Family members and friends are mourning the two longtime public servants who were killed by a gunman in Winthrop on Saturday.
Police say Nathan Allen, 28, of Winthrop, rammed a building in a stolen truck, then fatally shot David Green, a retired state police trooper, and Ramona Cooper, an Air Force veteran, before police killed him.
Green, 58, who grew up in Winthrop, spent 36 years in law enforcement.
"My brother had a unique ability — I think it was unique — he was able to talk to people," said Green's brother, Ray Green.
Ray says David never married. David took care of their older parents before they died and was known in the community as someone who was always willing to help a friend or neighbor, whether it was with a flat tire or taking a sick dog to the vet.
"That's the type of person he was, all the time, all throughout his life," Ray Green said.
But on Saturday, David Green became a victim of a ruthless crime in an alley near Shirley Street in Winthrop.
It was right after Allen, a physical therapist who recently received his doctorate from the MGH Institute of Health Professions, crashed a truck into a nearby house. Allen climbed out with a gun and allegedly began shooting people.
His first victim, prosecutors said, was Ramona Cooper, 60, a retired Air Force sergeant who was walking across the street. Authorities said she was shot three times in the back.
Both Green and Rollins were Black and their murders are being investigated as possible hate crimes.
Suffolk County District Attorney Rachael Rollins told WBUR Monday that investigators found evidence of racist writing in the shooter's house — including anti-Semitic language and swastikas.
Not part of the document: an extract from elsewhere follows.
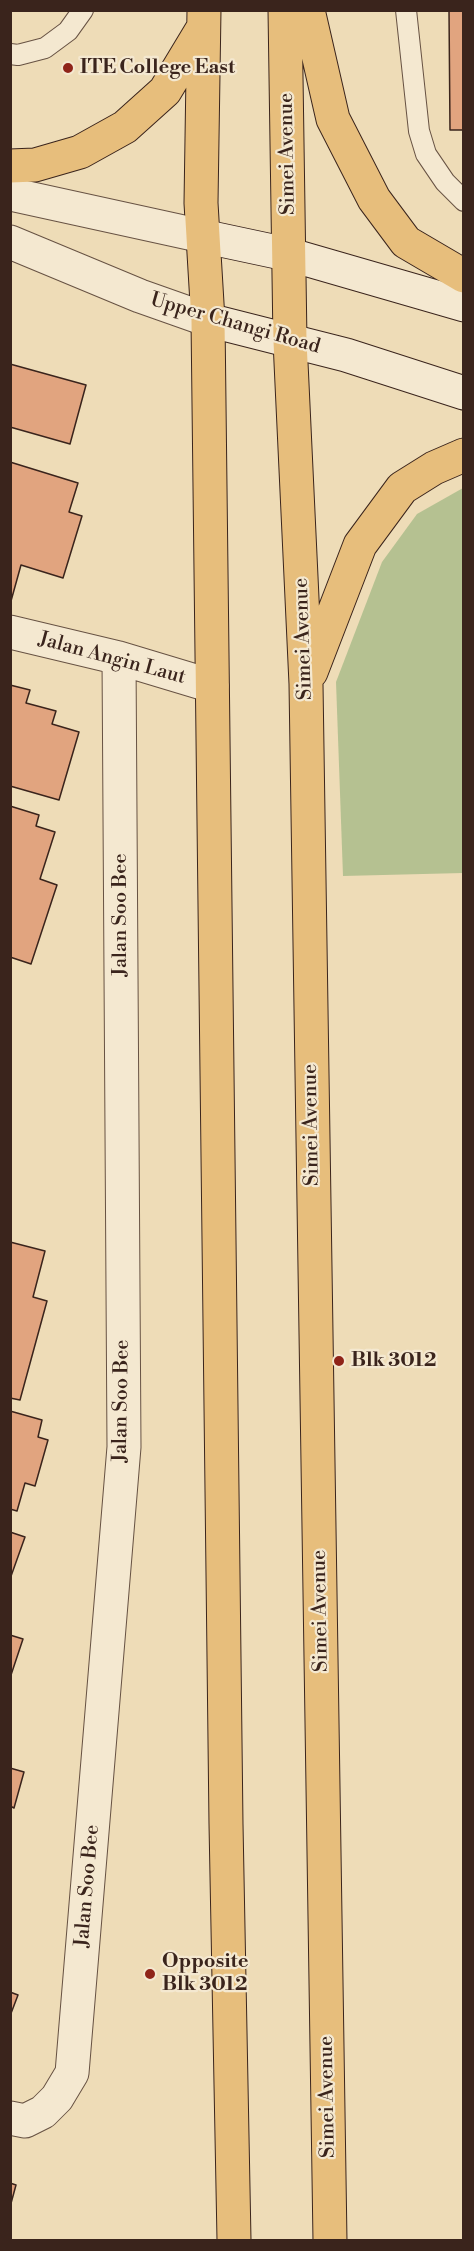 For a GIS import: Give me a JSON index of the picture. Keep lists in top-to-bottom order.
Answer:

Rollins says the shooter walked right past a number of people in Winthrop but then shot Cooper and Green, who were Black.
Northeastern University criminologist Jack Levin said the killings appear to fit a pattern of recent race-fueled attacks.
“There's a much larger group of white supremacists who were inspired by organized hate groups on the right," Levin said, "who give to these individuals what they never got before. And that is a feeling of power.”
Levin says the Winthrop killings could be a copycat attack, pointing to other lone wolf white supremacists using vehicles for deadly violence.
Nick Tsiotis heard about the shooting and was immediately worried about Green, who he'd just seen that morning.
So Tsiotis sent him a text, warning Green "there's a shooter on the loose" and asking him to please let him know he was OK. He never heard back. But he suspects Green got killed trying to help others.
"I had this feeling that if anyone was going to intervene and run right into the chaos it would be Dave to try to help save other people's lives," Tsiotis said.
Green was shot four times in the head and three times in the torso before police shot and killed the gunman. Tsiotis calls Green a hero.
"David Green was the best of what humanity offered. He led a life of personal excellence, and he really cared for others."
According to a statement from the State Police, “Trooper David Green more than upheld the ideals of integrity, professionalism, and service to others that are the hallmarks of a great trooper. We are heartbroken by his loss.”
Cooper, the gunman's first victim, is also being remembered — for her service to the country as an Air Force veteran, and as a mother and grandmother.
"She's a good person," her son, Gary Cooper Jr., told WCVB.
Cooper told the station that his mother was caring and selfless. Cooper said she was still working with veterans right up until her untimely death.
"I got sick to my stomach when I found out it was racially motivated," he said.
Impromptu memorials to honor Cooper and Green have popped up in Winthrop. The town is planning a candlelight vigil Thursday evening.
This segment aired on June 28, 2021.